ROBERTA’S EXPERIENCE in making miniatures had given her a sure touch with delicate material. Within an hour we had lifted most of the paper from the two drawers and laid it on a clean sheet of plastic that she’d brought from her workshop.
There were only two items that might have been what Martin and his mother had argued over. One had bonded so tightly to the drawer bottom that we didn’t risk peeling it off, but it looked like the remains of an old savings passbook.
I held my magnifying glass over it. “The address is something on Lincoln, I think.”
Roberta looked over my shoulder. “Lincolnwood?”
“It could be. That puts it close to where Judy Binder grew up. Her passbook, or her mother’s.”
I thought of Kitty Binder’s outcry over the picture of Martina at the Radium Institute: Judy had stolen it along with Kitty’s pearl earrings and cash. Judy might also have stolen her mother’s savings book and drained the account.

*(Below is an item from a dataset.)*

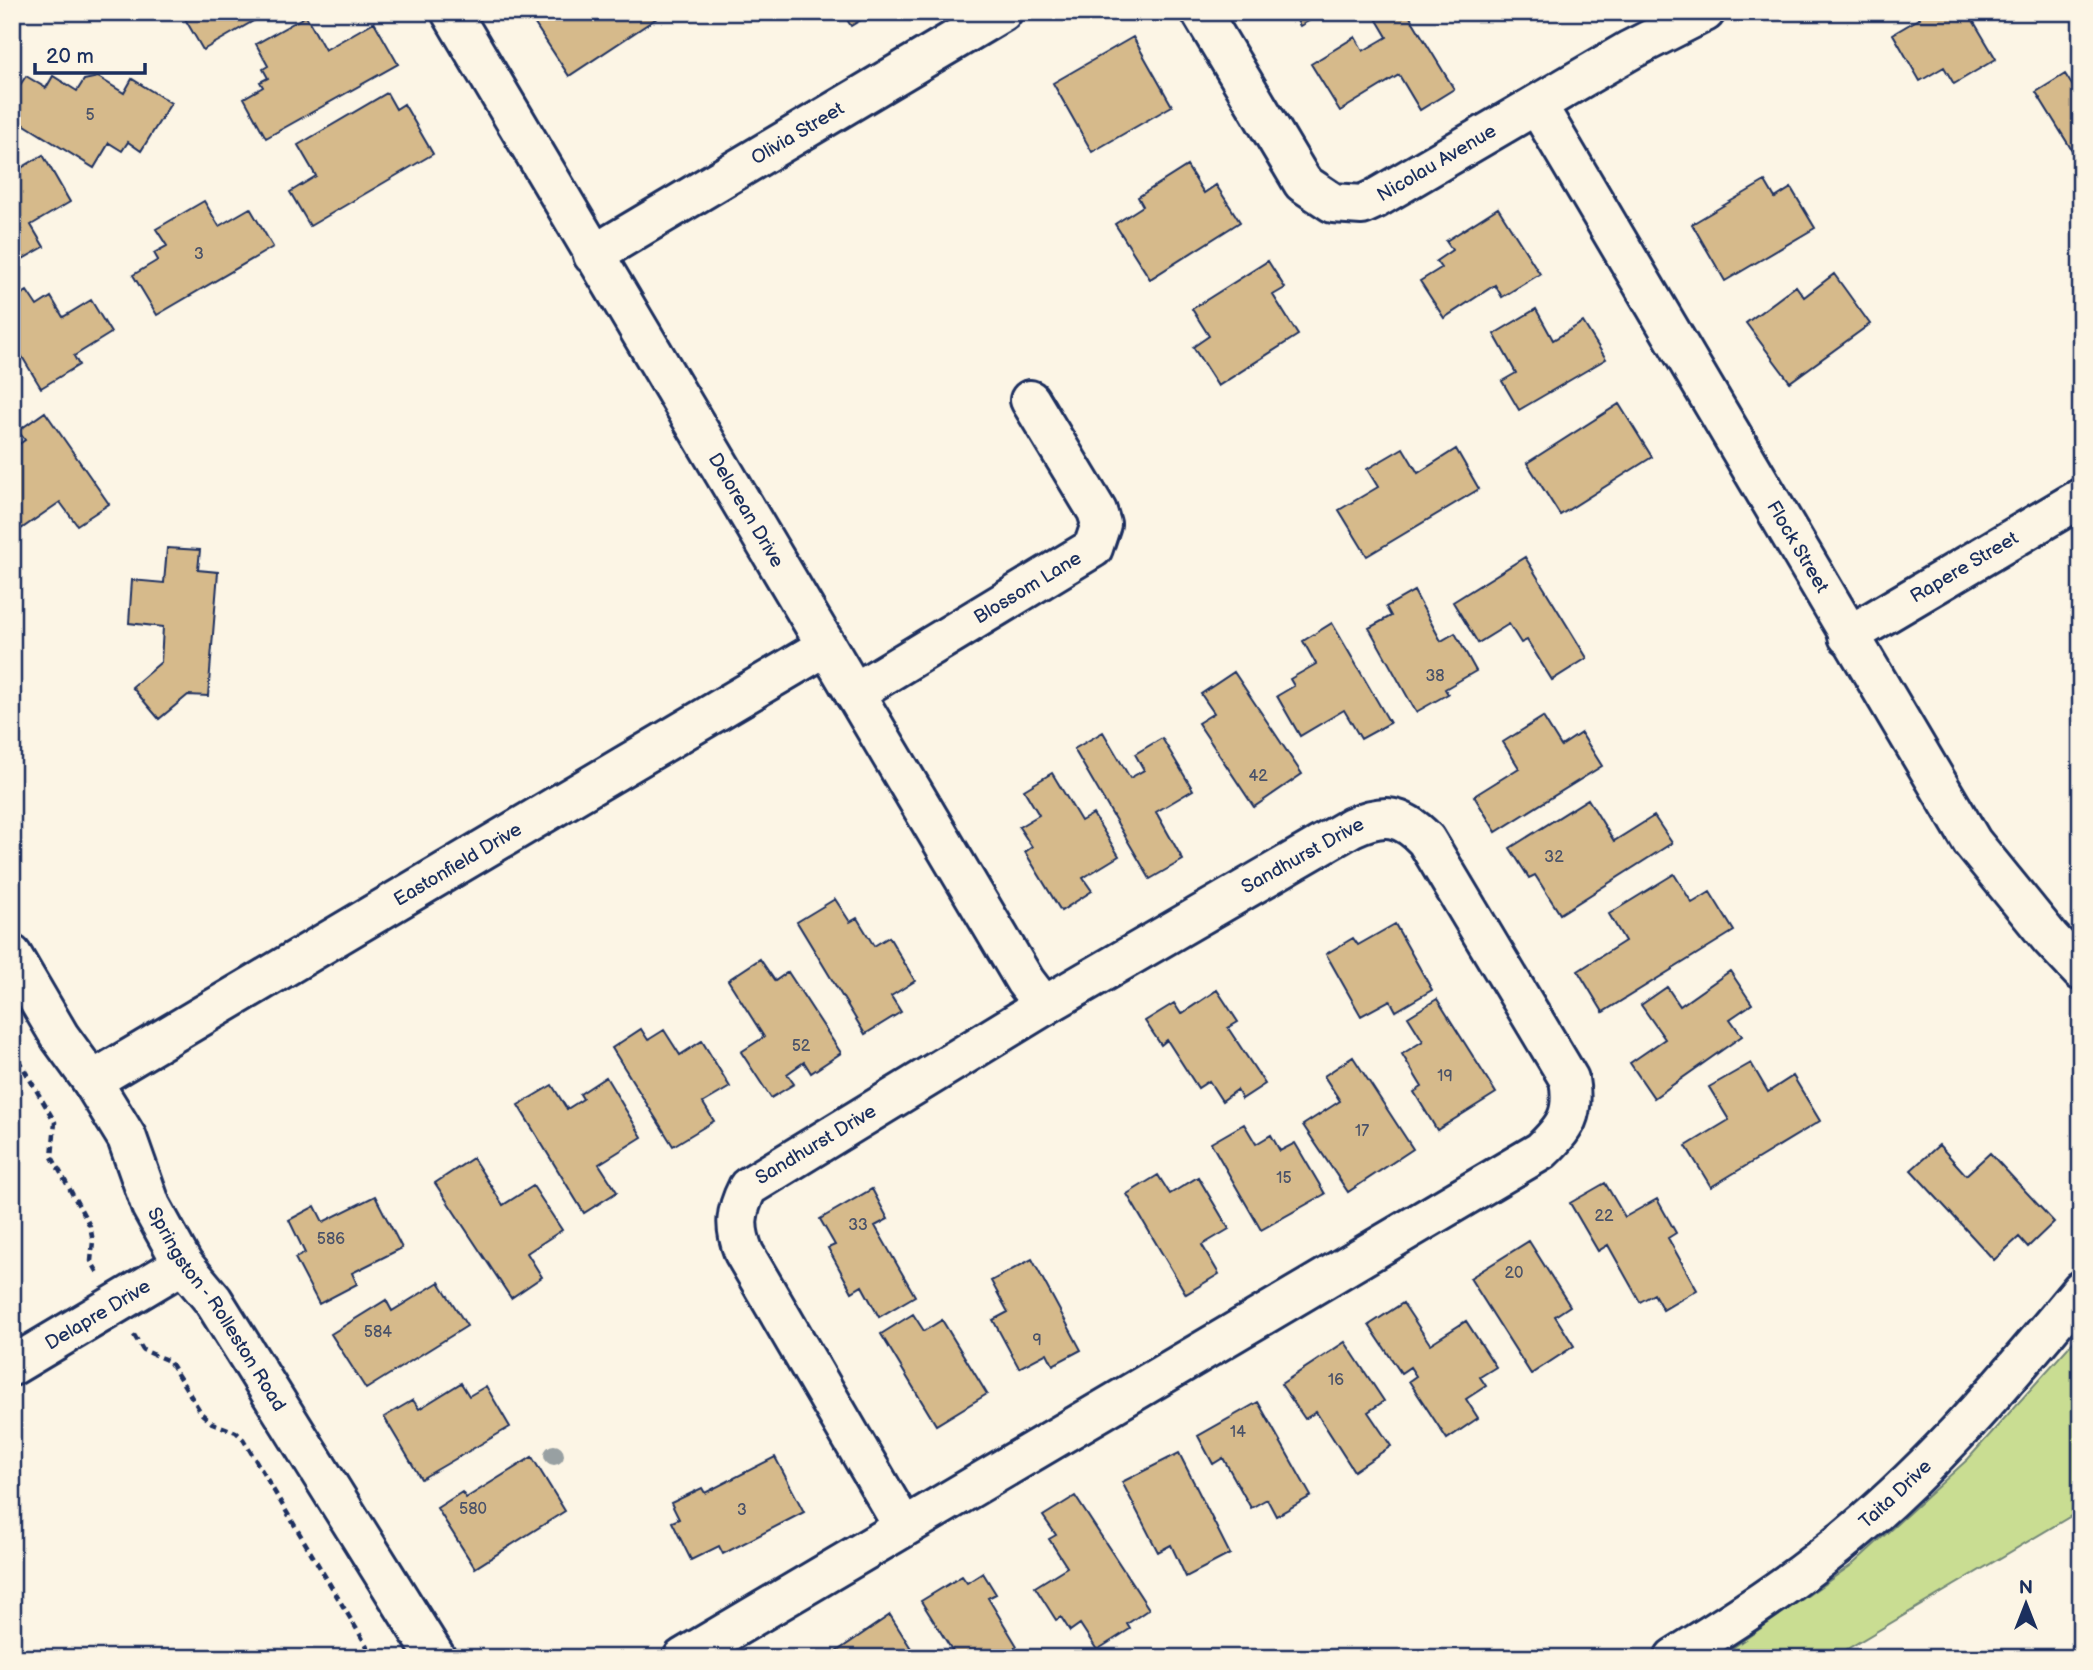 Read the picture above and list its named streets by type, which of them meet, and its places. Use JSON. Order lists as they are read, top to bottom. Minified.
{"streets":{"street":["Olivia Street","Nicolau Avenue","Delorean Drive","Flock Street","Rapere Street","Blossom Lane","Sandhurst Drive","Eastonfield Drive","Springston - Rolleston Road","Delapre Drive","Taita Drive"]},"crossings":[["Olivia Street","Delorean Drive"],["Nicolau Avenue","Flock Street"],["Delorean Drive","Blossom Lane"],["Delorean Drive","Sandhurst Drive"],["Delorean Drive","Eastonfield Drive"],["Flock Street","Rapere Street"],["Eastonfield Drive","Springston - Rolleston Road"],["Springston - Rolleston Road","Delapre Drive"]],"house_numbers":["5","3","38","42","32","52","19","17","15","22","33","586","20","584","9","16","14","580","3"],"scale_bar":"20 m","north":"top"}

The other interesting paper was a photocopy of a government document, partly redacted. Roberta and I both hunched over it. The header was from an “Office of Tec . . . al Serv . . . es, Of . . . Ins . . . al,” in the “United St . . . De . . . n . . . Co . . . rce.” The date was illegible.
“Technical Servers?” I said dubiously.
“Services,” Roberta suggested. “We get memos from the Department of Commerce, so I’m thinking that’s the third line.”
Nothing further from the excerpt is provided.